Exercise objective :: Check each line of the data, and copy those where "function" appears.

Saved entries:
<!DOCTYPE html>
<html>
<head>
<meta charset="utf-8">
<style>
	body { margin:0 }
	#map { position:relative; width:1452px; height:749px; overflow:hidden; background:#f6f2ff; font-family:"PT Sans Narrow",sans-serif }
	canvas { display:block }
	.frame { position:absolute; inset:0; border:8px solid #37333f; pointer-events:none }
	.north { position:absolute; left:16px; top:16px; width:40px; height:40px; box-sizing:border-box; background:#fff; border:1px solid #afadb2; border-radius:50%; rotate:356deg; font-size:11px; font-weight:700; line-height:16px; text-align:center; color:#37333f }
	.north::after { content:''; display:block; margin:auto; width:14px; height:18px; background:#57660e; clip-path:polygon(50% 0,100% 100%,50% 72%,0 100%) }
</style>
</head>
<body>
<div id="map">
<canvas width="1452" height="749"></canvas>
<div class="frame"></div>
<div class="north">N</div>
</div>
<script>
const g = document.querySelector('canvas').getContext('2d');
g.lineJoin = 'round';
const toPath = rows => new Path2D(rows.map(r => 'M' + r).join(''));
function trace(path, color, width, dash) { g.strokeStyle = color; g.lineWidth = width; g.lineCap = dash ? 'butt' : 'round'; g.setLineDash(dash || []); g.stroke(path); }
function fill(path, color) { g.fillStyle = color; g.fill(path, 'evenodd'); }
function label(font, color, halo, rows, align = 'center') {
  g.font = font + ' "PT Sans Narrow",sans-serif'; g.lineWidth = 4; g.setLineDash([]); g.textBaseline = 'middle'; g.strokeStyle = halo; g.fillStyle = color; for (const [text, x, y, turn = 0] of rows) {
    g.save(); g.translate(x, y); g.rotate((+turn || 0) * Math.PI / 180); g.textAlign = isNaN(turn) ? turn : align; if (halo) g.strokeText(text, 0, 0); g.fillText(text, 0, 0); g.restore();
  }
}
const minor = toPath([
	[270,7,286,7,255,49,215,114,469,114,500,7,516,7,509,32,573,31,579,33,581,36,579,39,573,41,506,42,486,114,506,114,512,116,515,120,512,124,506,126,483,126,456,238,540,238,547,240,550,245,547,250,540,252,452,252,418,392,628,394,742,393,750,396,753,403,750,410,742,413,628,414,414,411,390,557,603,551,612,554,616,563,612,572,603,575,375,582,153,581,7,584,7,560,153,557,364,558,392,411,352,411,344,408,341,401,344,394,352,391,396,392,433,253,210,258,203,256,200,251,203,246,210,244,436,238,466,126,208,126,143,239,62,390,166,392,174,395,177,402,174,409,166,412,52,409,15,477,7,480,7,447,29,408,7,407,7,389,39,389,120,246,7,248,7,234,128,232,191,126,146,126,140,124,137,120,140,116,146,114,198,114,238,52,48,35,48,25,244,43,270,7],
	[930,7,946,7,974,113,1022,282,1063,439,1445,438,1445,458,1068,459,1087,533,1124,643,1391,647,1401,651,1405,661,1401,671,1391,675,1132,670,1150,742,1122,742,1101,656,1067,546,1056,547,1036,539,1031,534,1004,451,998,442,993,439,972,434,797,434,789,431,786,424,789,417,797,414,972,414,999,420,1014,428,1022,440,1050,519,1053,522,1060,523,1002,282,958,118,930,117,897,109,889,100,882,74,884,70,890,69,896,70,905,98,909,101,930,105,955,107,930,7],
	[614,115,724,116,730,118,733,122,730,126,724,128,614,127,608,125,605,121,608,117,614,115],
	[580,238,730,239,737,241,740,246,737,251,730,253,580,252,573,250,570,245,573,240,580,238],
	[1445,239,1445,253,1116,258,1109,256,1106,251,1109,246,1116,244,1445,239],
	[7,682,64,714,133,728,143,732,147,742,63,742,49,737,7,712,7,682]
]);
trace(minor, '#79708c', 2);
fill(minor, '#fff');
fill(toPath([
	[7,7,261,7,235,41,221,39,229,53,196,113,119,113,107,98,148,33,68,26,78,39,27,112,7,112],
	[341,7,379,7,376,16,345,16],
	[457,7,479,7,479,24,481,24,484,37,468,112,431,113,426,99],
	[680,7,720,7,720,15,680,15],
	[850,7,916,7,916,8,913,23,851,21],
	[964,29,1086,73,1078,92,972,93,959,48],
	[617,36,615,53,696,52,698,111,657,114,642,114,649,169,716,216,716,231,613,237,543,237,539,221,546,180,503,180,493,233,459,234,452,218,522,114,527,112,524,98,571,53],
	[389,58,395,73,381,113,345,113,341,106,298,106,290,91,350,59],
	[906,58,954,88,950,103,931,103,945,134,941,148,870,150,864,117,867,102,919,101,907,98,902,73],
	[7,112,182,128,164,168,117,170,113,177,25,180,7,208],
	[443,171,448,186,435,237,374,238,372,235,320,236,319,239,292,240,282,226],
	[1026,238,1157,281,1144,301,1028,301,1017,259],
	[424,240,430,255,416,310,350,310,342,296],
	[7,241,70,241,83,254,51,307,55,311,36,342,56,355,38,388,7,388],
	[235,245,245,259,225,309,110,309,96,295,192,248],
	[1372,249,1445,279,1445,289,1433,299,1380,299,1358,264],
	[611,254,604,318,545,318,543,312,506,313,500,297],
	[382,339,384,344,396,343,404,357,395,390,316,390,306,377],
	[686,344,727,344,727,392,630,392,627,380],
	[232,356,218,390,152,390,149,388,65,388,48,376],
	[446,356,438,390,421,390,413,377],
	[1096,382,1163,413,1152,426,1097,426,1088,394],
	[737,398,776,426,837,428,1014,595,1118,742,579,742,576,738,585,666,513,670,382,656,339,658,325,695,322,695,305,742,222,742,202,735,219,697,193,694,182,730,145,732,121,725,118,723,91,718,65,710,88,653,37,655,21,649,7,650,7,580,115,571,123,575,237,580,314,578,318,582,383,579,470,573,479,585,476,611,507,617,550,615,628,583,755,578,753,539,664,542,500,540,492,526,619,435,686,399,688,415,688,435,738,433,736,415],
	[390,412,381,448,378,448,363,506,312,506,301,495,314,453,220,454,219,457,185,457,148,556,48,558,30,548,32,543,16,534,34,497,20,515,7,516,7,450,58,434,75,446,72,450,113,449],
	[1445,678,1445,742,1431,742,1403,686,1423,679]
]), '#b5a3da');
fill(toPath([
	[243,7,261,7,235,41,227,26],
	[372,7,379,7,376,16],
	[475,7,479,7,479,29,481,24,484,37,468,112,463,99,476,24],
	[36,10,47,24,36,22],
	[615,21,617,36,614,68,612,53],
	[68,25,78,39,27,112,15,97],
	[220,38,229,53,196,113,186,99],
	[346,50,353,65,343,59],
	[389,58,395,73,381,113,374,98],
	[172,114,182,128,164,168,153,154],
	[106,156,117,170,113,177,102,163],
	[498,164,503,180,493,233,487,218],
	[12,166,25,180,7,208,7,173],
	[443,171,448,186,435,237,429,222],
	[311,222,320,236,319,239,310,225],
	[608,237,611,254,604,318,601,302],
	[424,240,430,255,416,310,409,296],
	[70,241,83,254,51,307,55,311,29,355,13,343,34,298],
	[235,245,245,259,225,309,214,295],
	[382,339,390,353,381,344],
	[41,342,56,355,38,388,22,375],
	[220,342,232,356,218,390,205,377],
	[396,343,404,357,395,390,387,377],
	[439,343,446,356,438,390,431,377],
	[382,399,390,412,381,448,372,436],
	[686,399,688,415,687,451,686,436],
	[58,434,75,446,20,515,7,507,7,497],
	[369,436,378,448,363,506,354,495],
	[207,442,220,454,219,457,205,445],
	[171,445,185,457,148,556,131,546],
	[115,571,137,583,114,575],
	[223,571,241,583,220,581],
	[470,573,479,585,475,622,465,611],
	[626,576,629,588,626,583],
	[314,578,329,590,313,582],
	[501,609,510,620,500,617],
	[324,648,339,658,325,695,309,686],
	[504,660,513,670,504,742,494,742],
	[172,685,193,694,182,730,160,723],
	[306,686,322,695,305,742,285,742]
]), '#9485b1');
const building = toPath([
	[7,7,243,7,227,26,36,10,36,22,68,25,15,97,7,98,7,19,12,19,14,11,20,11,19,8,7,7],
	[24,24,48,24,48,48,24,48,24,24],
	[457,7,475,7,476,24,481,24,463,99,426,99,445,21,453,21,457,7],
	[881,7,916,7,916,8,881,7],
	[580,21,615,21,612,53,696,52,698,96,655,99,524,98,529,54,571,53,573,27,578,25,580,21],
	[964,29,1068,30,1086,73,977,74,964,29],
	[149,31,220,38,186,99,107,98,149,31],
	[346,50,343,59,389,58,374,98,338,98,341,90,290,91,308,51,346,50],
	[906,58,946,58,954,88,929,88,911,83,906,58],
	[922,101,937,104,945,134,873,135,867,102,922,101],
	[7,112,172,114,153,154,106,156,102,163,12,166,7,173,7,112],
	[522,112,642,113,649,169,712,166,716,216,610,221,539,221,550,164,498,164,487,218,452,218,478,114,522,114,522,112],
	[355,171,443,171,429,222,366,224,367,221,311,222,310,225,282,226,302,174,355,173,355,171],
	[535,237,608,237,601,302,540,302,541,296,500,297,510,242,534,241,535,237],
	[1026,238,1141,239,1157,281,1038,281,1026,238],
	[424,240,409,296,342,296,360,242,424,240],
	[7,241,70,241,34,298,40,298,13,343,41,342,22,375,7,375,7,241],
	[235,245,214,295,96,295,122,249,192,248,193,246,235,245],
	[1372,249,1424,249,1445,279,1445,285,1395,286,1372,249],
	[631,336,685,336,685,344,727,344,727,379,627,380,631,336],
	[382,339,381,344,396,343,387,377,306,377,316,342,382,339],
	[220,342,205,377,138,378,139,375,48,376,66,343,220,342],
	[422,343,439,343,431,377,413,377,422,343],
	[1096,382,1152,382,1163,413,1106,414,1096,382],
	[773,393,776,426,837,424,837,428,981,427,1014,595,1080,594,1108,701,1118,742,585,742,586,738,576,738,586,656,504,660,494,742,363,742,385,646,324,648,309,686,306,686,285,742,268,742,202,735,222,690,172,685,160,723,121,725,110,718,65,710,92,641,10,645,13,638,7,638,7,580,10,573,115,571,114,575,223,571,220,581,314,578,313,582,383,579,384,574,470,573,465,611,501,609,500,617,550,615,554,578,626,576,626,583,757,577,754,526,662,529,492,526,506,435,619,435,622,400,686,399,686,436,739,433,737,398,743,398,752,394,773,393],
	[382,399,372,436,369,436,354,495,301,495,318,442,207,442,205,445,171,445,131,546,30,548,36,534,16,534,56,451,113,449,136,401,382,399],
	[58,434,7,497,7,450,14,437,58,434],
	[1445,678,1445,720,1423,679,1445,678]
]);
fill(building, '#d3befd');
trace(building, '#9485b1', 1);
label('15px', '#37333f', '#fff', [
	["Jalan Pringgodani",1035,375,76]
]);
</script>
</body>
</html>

Expected answer ::
function trace(path, color, width, dash) { g.strokeStyle = color; g.lineWidth = width; g.lineCap = dash ? 'butt' : 'round'; g.setLineDash(dash || []); g.stroke(path); }
function fill(path, color) { g.fillStyle = color; g.fill(path, 'evenodd'); }
function label(font, color, halo, rows, align = 'center') {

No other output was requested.